This amazing photo was taken by a member of our parish. I had never seen a rainbow and a lightning strike captured in the same frame. Wow! It seemed to capture the intensity of the storm and the promise of the Lord that things will be okay.
Have you ever been in a storm with lightning crashing down near you and thunder almost immediately shaking the very ground you are standing on? That is a bit on the scary side for sure and if you happen to be in a tent at the time, it can get your attention big time!
In the Holy Gospel of Matthew (14:22-34), we find a different type of storm where the winds are whipping up the waves. At 3:00 in the morning, Jesus comes walking on those waves through that wind to the boat that was carrying His disciples. They were terrified when they saw Him, but Jesus let them know that it was Him. Following the Lord’s bidding, Peter gets out of the boat and begins walking on those same waves through that same wind. But when he changes his focus from looking at Jesus to looking at his storm, he begins to sink. He is rescued when he cries out: “Lord, save me!”
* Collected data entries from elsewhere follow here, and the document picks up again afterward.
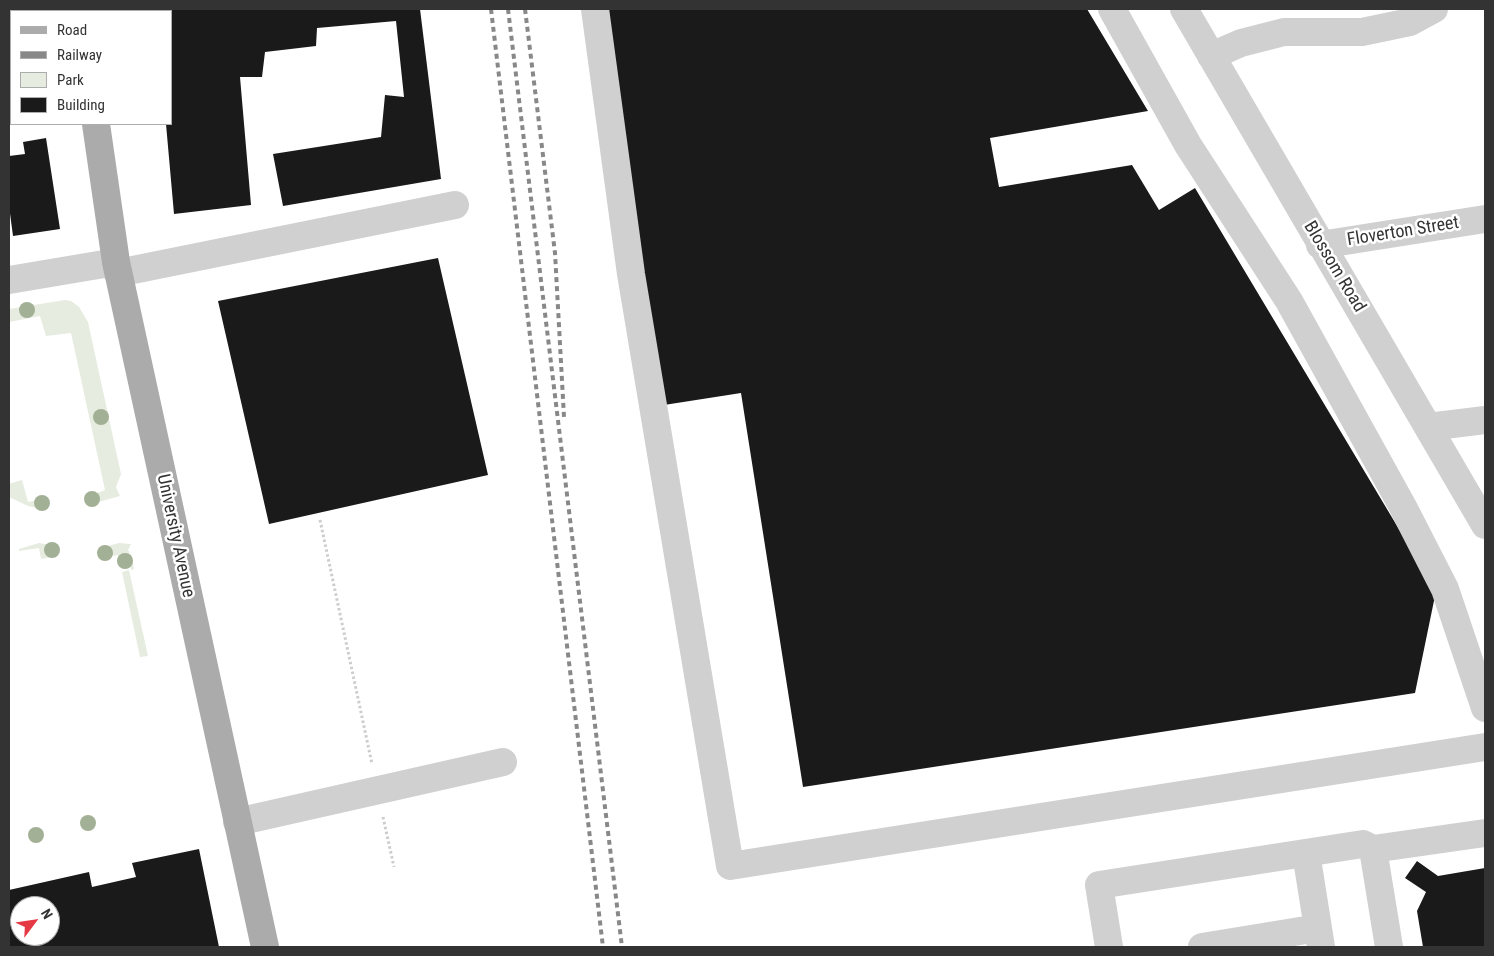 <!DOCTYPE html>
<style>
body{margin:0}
#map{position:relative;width:1494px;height:956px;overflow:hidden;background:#fff;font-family:"Roboto Condensed",sans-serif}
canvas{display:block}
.frame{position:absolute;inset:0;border:10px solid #333;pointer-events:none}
.legend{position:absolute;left:10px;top:10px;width:162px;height:115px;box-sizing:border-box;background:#fff;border:1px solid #adadad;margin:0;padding:6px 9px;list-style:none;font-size:15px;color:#333}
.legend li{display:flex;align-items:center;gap:10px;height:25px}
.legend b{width:25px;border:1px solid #adadad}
.north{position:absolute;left:10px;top:896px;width:50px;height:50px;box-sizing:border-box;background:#fff;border:1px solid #adadad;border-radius:50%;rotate:59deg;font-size:14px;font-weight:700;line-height:20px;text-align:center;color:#333}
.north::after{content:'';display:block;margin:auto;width:18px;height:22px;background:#e63946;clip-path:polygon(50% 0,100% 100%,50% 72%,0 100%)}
</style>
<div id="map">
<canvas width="1494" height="956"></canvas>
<div class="frame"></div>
<ul class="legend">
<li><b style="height:6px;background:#ababab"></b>Road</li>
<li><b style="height:6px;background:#888"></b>Railway</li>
<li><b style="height:14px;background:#e6ecdf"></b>Park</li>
<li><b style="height:14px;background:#1a1a1a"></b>Building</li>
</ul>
<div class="north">N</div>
</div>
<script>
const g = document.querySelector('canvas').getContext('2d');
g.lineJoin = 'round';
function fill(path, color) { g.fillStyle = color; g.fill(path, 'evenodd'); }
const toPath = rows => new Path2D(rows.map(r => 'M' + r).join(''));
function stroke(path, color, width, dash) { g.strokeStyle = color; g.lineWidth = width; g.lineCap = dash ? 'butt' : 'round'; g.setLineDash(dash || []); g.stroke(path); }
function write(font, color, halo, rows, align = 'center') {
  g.font = font + ' "Roboto Condensed",sans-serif'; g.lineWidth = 5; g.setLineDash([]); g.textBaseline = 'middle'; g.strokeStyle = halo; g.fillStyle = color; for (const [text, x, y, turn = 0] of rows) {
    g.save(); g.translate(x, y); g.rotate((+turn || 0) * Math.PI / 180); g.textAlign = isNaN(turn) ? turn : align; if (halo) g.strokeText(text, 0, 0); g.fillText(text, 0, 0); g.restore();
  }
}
const green = toPath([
 [65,300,71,301,79,307,88,322,121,474,116,487,120,496,91,504,87,503,87,497,105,490,71,333,46,336,40,316,9,322,9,309],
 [22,480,28,502,44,499,49,502,47,507,42,509,28,506,9,497,9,484],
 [39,543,57,546,59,552,56,556,41,559,39,548,19,551,19,549],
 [119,543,131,544,128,550,132,557,134,569,131,570,130,564,121,566,118,555,102,558,97,553,100,548],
 [129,570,148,656,140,657,122,572]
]);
const building = toPath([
 [155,9,420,9,441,179,283,206,273,154,381,137,385,95,404,97,396,21,317,28,316,46,265,52,262,77,240,77,251,205,174,214,166,124,171,124,171,11,155,11],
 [602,9,1087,9,1148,111,990,138,999,187,1132,165,1159,210,1195,188,1436,591,1415,693,803,787,741,393,664,405],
 [46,138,60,229,13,236,9,206,9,156,25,154,23,142],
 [438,258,488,475,269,524,218,301],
 [199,849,219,947,9,947,9,890,89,872,92,887,136,877,132,863],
 [20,906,50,906,50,936,20,936],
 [1417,861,1438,876,1485,868,1485,947,1423,947,1417,911,1426,892,1405,878]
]);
const path = toPath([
 [320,520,372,764],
 [383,817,394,867]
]);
const minor = toPath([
 [595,9,631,274,730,866,1485,747],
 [1112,9,1188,145,1289,301,1403,507,1445,589,1485,708],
 [1184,9,1485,525],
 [1211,56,1241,43,1284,32,1362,32,1410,22,1434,9],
 [9,62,11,62],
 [1320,245,1485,219],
 [118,273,455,205],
 [9,280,116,262],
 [1428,427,1485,420],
 [237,822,503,762],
 [1373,849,1389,947],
 [1306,853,1321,947],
 [1109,947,1099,885,1363,844,1373,849,1485,833],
 [1202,947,1318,928]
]);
const major = toPath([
 [80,9,80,11],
 [96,124,116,262,265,947]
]);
const rail = toPath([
 [491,9,603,947],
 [508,9,622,947],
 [525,9,555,253,564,417]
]);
const trees = [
 [27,310],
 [101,417],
 [92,499],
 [42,503],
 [52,550],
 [105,553],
 [125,561],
 [88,823],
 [36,835]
];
const streetNames = [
 ["Floverton Street",1403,232,-9],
 ["Blossom Road",1334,267,59],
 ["University Avenue",175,536,78]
];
fill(green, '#e6ecdf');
fill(building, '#1a1a1a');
stroke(path, '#cdcdcd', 3, [2.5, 2.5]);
stroke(minor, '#d0d0d0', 28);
stroke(major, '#ababab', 28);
stroke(rail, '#888', 4, [5, 4]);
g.fillStyle = '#a2b095';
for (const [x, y] of trees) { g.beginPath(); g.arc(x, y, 8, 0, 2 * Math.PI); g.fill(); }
write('18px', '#333', '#fff', streetNames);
</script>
Whether it be the waves and winds of life or the storms of life with their lightning and thunder, most of us can bear witness to being like Peter in some of those difficult times. We may have felt that our faith was strong and could take us through any storm, but then we are blind-sided by something too big: the unexpected loss of a loved one, finding ourselves suddenly unemployed, the betrayal of someone close, a diagnosis of a serious illness, the list of possible storms seems to go on and on. Like Peter, our focus changed. Instead of seeing the rainbow, we were seeing the lightning and listening to the thunder.
The most important storms we have to deal with are not necessarily those outside of us, but those storms that can rage in our minds. The waves that come crashing into us can be those of despair, sadness, anger, anxiety, fear, hatred, and absolute helplessness. At 3:00 in the morning, we may begin focusing on those waves of destruction, with the thunder and lightning raging, and we may feel ourselves sinking under them. Like Peter, the only thing we can do is cry out: “Lord save me!”
We cannot stop the unexpected storms of life from coming our way and having their horrible impact on us. Life will have storms. That said, we can do things to help our minds and hearts deal with the storms that will hit. We don’t begin that preparation in the midst of battling those gigantic waves. We begin building our faith before those storms hit us.
Here are a few suggestions to put into place before the storm (Please let me know of other things that have helped you):
- Church is a place where we can receive healing and it is a place where our faith can grow. Try to be attentive to the prayers, the hymns, the homilies, and receive Holy Communion regularly.
- The Bible will truly help build our faith if we read it regularly. It doesn’t help us just sitting on our bedside table. Look for verses or passages that you can use when the storms come your way and mark them for future reference.
- Read the lives of holy men and women who endured horrific storms. What did they do before the storms and what helped them in the midst of their storms?
- Use some of the prayers of our Faith daily. Memorize them by praying them regularly. These prayers have been shown to be effective weapons against the storms within our minds and hearts over the centuries. (Try the Morning Prayer of St. Philaret if you don’t use it already.)
- Use the Jesus Prayer: Lord Jesus Christ, Son of God, have mercy on me. The more you use it now the quicker it will come to mind when the storm hits the heart and mind.
Finally, if you find yourself overcome by those waves of despair, sadness, anger, anxiety, fear, hatred, and absolute helplessness, reach out for help. Contact your spiritual father, priest, family, and/or friends. Sometimes, talking about it with someone who cares will be the Lord’s answer to your prayer for help.